Three Stars out of Five and I would probably go two, but that would be me, being mean and bored, not to mention not turned on except for a sex scene with women and those were far too few and short. I should also warn you there might be a few more spoiler alerts, but if you like dominant men and it doesn’t matter who’s catching then this is a good book, but sci-fi fans shouldn’t get their hopes up if you’re looking for technical intrigue in the space realm.

I am in no way inspired to read the sequel to this, here’s hoping my erotica reading group doesn’t get any ideas for the time being; this isn’t a bad book by Adara Wolf; it’s not for me, point blank period but I took a somewhat leap. There is a decent note here or there; I remember looking up the name of one of the space stations and having a fascinating read about the Greeks which served as a nice break… how long did it take me to read this? The author gave me that glimmer of hope that this wouldn’t be what I was expecting, I did a review of “Shiver” By Ella Frank, and I said I didn’t read carefully enough to know what I was getting into, and it was… never mind.

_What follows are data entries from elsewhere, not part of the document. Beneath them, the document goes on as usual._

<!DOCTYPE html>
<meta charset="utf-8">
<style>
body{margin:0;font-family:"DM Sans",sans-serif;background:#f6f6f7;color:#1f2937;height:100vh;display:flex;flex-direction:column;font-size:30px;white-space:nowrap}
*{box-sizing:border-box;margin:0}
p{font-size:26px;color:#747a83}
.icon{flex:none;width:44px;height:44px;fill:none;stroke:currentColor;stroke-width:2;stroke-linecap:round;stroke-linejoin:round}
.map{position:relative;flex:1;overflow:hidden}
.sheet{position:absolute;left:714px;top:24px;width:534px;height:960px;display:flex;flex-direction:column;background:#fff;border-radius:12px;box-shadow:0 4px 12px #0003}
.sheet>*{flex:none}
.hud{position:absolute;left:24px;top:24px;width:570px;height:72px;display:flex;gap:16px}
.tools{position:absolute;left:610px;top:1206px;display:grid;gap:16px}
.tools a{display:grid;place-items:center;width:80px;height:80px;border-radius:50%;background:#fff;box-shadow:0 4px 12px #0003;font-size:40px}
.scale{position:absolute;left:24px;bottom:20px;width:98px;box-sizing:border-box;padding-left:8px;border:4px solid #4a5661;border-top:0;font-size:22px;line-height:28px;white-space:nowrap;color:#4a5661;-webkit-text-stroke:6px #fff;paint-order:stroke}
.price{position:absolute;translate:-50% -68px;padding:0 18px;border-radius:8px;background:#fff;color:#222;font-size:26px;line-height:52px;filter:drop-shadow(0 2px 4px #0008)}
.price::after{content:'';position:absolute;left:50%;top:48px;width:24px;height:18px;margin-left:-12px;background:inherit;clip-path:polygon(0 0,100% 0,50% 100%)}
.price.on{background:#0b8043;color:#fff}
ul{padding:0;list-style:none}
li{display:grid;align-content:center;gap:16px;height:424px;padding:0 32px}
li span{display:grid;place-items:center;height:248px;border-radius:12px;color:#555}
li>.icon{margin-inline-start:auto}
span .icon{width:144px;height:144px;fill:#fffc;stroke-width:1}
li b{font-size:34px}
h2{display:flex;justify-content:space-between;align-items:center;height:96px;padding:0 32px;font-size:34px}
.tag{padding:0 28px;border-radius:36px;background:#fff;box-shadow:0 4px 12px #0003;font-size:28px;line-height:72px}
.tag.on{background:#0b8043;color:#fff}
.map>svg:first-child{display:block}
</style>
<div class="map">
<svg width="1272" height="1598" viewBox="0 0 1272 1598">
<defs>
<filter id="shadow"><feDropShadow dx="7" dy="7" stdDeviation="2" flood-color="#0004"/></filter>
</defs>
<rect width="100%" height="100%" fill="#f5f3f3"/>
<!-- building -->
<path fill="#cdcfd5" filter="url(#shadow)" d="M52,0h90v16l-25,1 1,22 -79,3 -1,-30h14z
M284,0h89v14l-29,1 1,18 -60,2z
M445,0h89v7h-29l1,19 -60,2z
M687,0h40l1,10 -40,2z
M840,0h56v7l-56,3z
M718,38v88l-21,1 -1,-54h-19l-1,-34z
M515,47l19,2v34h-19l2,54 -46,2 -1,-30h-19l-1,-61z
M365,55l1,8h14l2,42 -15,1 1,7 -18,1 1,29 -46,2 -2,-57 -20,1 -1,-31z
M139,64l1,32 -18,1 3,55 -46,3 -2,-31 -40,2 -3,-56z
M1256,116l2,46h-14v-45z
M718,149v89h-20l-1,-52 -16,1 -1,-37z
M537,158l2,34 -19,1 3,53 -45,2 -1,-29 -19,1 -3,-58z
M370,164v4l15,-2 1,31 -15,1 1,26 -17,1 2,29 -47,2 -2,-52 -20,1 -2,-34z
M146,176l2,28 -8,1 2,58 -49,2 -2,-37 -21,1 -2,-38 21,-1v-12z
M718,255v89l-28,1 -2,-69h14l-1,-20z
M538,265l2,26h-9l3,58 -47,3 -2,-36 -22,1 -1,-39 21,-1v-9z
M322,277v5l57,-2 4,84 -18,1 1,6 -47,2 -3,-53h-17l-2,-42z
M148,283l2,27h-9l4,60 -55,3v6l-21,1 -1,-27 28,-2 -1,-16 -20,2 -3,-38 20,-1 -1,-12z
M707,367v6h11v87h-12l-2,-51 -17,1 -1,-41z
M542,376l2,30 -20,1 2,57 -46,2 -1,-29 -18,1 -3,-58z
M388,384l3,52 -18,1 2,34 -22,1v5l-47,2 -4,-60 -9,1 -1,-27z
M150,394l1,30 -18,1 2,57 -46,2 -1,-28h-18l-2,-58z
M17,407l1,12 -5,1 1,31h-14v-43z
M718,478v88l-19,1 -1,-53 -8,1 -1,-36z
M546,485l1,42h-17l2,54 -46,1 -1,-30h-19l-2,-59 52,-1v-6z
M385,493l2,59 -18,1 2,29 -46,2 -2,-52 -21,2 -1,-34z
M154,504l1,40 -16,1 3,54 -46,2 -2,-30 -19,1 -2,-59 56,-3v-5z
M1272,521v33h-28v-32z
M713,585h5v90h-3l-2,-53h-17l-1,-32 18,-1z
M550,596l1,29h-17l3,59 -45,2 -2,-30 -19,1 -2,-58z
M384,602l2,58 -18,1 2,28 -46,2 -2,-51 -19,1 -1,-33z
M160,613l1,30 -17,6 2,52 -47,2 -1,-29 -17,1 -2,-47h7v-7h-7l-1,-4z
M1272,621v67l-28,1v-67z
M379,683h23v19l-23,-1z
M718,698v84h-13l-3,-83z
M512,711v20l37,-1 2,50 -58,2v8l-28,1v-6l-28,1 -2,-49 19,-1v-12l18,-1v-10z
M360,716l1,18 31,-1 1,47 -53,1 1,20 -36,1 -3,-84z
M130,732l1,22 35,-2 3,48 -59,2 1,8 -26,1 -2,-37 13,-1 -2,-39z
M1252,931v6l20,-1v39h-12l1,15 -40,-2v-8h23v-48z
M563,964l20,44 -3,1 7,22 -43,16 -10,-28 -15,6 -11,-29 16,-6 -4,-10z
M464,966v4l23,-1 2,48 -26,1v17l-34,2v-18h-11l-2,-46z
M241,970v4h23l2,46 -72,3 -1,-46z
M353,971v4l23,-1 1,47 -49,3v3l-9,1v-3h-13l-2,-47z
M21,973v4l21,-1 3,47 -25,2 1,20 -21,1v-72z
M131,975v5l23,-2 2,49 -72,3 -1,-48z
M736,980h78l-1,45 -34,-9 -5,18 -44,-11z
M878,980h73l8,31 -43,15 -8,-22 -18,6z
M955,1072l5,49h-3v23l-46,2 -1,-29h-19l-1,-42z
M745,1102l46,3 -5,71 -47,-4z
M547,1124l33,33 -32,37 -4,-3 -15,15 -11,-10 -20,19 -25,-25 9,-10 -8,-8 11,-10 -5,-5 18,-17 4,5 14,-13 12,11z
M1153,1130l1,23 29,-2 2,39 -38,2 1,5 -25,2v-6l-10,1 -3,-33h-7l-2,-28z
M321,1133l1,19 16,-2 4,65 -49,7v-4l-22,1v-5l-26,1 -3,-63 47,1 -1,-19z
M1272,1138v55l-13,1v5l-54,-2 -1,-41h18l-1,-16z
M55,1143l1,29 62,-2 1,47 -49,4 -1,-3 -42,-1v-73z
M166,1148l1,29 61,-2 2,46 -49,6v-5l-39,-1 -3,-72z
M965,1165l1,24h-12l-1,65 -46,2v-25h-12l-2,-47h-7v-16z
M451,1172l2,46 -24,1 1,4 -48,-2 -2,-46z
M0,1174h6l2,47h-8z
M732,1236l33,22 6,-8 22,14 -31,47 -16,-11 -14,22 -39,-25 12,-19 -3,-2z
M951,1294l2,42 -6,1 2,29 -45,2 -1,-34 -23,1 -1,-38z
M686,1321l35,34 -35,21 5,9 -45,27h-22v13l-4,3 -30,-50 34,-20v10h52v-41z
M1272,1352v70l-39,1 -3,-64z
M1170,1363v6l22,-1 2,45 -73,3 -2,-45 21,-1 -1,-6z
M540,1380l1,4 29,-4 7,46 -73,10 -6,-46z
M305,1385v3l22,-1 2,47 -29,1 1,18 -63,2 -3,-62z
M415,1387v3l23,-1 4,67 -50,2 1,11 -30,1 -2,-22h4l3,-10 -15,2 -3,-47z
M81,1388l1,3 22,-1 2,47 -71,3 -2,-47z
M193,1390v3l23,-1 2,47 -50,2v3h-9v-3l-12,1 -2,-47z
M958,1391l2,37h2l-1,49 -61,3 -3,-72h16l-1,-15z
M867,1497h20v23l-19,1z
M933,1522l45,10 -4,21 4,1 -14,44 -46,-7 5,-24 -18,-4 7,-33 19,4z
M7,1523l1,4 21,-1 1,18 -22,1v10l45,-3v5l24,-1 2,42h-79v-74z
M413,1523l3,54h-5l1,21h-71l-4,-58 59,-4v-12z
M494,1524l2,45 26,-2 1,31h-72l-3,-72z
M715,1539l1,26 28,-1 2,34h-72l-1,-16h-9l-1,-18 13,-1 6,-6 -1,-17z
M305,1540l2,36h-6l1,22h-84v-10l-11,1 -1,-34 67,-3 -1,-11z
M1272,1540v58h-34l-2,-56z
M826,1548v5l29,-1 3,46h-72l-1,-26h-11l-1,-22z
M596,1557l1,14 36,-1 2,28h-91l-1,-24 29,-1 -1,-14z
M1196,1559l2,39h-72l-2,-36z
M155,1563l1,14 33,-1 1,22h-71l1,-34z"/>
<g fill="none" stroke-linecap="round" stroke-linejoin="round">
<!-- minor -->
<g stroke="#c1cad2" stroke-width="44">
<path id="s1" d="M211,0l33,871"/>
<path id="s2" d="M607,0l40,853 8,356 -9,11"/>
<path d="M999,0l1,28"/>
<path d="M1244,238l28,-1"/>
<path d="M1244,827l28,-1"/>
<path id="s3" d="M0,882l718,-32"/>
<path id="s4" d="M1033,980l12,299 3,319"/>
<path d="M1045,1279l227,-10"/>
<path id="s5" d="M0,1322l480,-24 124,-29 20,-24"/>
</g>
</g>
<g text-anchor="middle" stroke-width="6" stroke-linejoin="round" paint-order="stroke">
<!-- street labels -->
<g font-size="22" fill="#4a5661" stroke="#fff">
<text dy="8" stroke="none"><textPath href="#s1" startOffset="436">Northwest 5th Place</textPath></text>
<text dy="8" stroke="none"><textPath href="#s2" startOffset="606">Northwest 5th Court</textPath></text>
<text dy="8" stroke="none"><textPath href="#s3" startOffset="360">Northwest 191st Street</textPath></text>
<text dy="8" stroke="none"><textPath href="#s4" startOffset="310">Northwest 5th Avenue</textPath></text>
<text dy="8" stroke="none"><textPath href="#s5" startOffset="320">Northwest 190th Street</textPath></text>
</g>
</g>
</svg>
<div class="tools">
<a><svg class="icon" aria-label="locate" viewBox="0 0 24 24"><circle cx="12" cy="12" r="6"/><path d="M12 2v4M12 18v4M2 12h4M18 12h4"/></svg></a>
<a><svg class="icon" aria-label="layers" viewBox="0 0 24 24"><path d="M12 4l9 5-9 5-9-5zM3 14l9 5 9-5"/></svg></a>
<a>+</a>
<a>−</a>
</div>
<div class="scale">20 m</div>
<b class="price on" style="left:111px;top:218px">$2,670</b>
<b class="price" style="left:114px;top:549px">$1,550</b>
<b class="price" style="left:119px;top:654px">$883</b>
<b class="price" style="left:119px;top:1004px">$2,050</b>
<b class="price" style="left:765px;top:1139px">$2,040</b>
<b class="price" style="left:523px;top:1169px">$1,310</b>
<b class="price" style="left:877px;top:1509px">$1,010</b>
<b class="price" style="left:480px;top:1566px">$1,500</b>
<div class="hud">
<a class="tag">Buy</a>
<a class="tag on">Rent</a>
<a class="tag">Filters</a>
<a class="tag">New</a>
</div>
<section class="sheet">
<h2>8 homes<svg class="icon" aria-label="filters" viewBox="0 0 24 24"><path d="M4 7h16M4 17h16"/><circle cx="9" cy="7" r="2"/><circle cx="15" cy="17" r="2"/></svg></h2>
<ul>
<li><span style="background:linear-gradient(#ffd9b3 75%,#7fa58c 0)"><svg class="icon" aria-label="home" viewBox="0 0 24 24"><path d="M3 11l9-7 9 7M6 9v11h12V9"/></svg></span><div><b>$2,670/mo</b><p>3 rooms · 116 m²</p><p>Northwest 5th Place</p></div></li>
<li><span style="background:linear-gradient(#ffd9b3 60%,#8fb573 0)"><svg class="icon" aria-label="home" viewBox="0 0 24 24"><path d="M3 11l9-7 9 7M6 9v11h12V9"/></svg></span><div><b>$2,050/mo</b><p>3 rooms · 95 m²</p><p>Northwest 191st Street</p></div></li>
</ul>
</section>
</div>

Probably my favorite part of the story was “Tracht Made Alex (sleep with) Nadia at one point.” And that was during a somewhat orgy chapter, nothing wrong with that and I was probably dragging at some point. Parsons did break my heart which is probably where that third star comes into play, and I don’t mean what he did but what happens to him. If Alex did what he did on the grounds of, Captain Tracht being his benefactor, I could understand, but this seems more like Stockholm Syndrome than any real love or affection. Besides the punishments, I liked Tracht’s sister who has a stronger role in the next book, but even wanting to see Tracht be put down is not enough to warrant that reading, to be honest.

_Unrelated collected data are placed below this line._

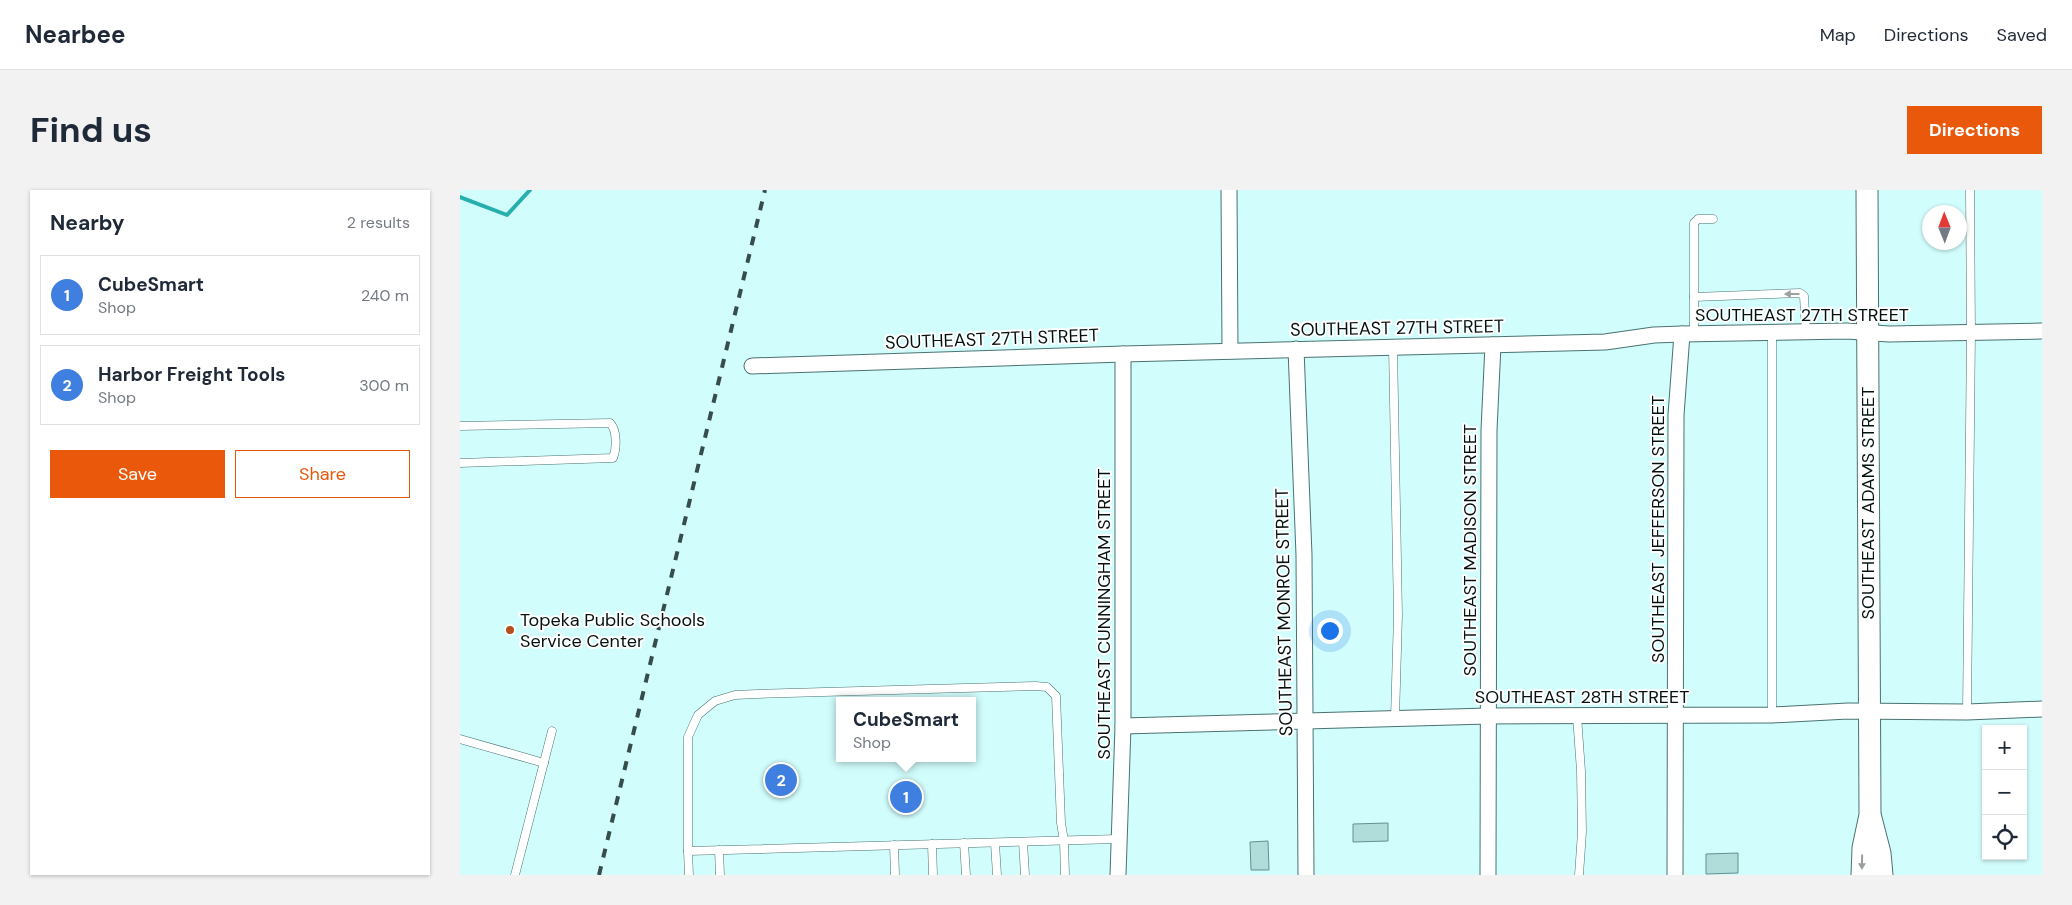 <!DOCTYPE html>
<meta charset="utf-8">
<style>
:root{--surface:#fff;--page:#f2f2f3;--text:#1f2937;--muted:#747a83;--line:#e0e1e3;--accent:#ea580c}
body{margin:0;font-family:"DM Sans",sans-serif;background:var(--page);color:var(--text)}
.controls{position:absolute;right:15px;bottom:15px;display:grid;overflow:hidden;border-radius:0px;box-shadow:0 1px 4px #0004}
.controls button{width:45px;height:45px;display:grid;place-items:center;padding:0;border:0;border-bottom:1px solid var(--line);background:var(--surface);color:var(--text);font:25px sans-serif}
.compass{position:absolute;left:1462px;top:15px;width:45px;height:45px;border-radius:50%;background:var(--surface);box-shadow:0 1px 4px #0004;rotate:359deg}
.you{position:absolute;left:869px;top:440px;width:18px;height:18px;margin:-12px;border:4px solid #fff;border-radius:50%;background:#1a73e8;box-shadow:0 0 0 8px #1a73e833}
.badge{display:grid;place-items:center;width:32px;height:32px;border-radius:50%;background:var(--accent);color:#fff;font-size:16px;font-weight:700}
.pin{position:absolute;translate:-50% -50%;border:2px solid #fff;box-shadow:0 1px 5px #0006}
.popup{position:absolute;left:376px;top:507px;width:140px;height:65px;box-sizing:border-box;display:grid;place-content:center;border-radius:0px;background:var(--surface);filter:drop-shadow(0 1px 4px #0005);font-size:16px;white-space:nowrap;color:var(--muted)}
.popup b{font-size:19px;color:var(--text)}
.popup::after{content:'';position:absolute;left:50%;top:100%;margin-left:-10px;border:10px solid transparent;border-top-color:var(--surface)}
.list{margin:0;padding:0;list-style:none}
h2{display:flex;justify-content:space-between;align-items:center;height:65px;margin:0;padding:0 20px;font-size:21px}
h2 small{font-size:16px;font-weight:400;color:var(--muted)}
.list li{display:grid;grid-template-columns:32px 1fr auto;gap:15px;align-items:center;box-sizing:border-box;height:80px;margin:0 10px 10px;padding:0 10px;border:1px solid var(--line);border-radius:0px}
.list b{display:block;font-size:19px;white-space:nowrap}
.list p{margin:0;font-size:16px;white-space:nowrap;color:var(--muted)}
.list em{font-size:16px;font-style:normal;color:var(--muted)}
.actions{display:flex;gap:10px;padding:15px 20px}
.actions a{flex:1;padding:11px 0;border:1px solid var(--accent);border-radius:0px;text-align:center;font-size:18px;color:var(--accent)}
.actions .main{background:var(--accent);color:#fff}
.icon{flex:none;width:28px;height:28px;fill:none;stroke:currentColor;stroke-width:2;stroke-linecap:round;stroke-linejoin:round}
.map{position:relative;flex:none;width:1582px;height:685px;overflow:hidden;border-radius:0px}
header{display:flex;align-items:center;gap:30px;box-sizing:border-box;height:70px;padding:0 25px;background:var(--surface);border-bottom:1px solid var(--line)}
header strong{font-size:24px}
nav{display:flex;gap:28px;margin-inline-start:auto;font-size:18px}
.intro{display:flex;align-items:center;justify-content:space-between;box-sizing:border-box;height:120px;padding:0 30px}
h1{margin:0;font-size:35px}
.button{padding:12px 22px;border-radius:0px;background:var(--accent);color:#fff;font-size:18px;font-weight:700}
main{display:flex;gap:30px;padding:0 30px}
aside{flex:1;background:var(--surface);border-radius:0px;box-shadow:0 1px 4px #0004}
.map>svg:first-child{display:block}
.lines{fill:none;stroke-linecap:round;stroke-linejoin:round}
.stream{stroke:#26afad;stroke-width:4}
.building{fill:#b0dcda;stroke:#668f8e}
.lane-casing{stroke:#4a7271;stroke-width:9}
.street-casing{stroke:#4a7271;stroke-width:17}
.secondary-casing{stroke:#4a7271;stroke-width:23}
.lane{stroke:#fff;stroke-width:8}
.street{stroke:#fff;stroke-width:15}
.secondary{stroke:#fff;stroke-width:21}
.rail{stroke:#374d4c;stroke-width:4;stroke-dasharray:9 9;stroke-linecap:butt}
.oneway{fill:#9aa0a0}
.poi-dot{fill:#b4501e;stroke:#fff;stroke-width:2}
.labels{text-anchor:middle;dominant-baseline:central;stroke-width:4;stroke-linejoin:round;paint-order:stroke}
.street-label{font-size:18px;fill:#031211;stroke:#fff}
.poi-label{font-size:18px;fill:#031211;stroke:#fff;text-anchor:start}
</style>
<header>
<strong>Nearbee</strong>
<nav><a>Map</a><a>Directions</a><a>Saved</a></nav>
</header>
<div class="intro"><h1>Find us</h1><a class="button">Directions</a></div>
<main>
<aside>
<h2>Nearby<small>2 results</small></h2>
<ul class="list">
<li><span class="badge" style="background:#3f7fe0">1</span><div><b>CubeSmart</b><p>Shop</p></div><em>240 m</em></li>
<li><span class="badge" style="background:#3f7fe0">2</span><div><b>Harbor Freight Tools</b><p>Shop</p></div><em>300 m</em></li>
</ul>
<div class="actions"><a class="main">Save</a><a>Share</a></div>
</aside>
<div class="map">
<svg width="1582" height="685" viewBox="0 0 1582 685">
<rect width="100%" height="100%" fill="#d1fdfc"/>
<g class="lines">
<!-- stream -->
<path class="stream" d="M0 7 47 25 70 0"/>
</g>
<!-- building -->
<g class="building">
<path d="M928 633V651L893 652V634Z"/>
<path d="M808 651 809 680H791L790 652Z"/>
<path d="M1278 663V683L1246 684V664Z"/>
</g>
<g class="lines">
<!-- lane casing -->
<g class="lane-casing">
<g id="lane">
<path d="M1234 107V33L1238 29H1253"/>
<path d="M1234 144V107L1340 103 1344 106 1346 142"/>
<path d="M933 157 938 425 935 528"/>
<path d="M0 236 150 233C157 240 157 258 153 268L0 273"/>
<path d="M1507 522 1511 143 1510 0"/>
<path d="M1312 525V143"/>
<path d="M1117 526 1121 581 1122 642 1119 685"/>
<path d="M0 549 84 573"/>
<path d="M563 652 565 685"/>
<path d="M504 653 506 685"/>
<path d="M535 653 537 685"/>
<path d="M472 654 473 685"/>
<path d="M434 655 435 685"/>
<path d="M259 660 260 685"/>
<path d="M228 661V547L238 525 255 511 275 505 297 504 575 496 587 497 596 506 601 633 604 651 605 685"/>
<path d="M55 685 92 541"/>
<path d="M229 685 228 661 658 649"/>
</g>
</g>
<!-- street casing -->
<g class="street-casing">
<g id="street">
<path d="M769 0 770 161"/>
<path d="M836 159 844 365 846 685"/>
<path d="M292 176 663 164 1145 152 1194 145 1222 144 1387 141 1429 144 1582 141"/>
<path d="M663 536 1028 526 1312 525 1388 521 1507 522 1582 519"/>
<path d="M658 685 663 536V164"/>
<path d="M1028 685 1029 240 1033 155"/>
<path d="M1215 685 1216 225 1222 144"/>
</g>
</g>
<!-- secondary casing -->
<g class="secondary-casing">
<g id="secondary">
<path d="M1411 628 1420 663 1422 685"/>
<path d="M1402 685 1403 658 1410 625 1407 0"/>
</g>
</g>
<!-- lane -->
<use href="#lane" class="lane"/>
<!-- street -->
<use href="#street" class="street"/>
<!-- secondary -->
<use href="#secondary" class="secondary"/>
<!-- rail -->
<path class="rail" d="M139 685 305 0"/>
</g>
<!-- one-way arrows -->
<defs><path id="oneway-solid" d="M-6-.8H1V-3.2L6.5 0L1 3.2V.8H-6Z" transform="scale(1.25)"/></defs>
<g class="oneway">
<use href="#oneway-solid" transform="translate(1332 104) rotate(180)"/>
<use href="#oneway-solid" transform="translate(1402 672) rotate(91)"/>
</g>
<!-- markers -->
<circle class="poi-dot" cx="50" cy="440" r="5"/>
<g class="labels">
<!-- street labels -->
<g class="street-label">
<text x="1342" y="125">SOUTHEAST 27TH STREET</text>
<text transform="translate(937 138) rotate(-1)">SOUTHEAST 27TH STREET</text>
<text transform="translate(532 149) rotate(-2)">SOUTHEAST 27TH STREET</text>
<text transform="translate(1408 313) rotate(-90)">SOUTHEAST ADAMS STREET</text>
<text transform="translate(1198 339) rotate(-90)">SOUTHEAST JEFFERSON STREET</text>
<text transform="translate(1010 360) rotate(-90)">SOUTHEAST MADISON STREET</text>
<text transform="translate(824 422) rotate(-91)">SOUTHEAST MONROE STREET</text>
<text transform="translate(644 424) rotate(-90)">SOUTHEAST CUNNINGHAM STREET</text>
<text x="1122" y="507">SOUTHEAST 28TH STREET</text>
</g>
<!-- poi labels -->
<g class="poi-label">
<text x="60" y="430">Topeka Public Schools<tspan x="60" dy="21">Service Center</tspan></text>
</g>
</g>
</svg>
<div class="controls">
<button>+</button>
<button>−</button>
<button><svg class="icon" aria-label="locate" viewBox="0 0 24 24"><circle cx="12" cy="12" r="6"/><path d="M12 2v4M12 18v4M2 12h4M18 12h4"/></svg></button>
</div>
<svg class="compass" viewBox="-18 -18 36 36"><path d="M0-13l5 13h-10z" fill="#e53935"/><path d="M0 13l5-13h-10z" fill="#747a83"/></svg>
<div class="you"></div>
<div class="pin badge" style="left:446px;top:607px;background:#3f7fe0">1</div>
<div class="popup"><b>CubeSmart</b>Shop</div>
<div class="pin badge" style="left:321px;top:590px;background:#3f7fe0">2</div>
</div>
</main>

Three Stars for a book I would rather avoid, but I read what I read, and as always I appreciate being open to a new point of view, what friends I have in the LGBT community don’t talk about their love lives, and I don’t ask, and I’ve never thought to broach the subject of BDSM. Some books are meant to challenge the mind, to teach new things, to even give you a sense of accomplishment and so this has, A Feat Under His Heel.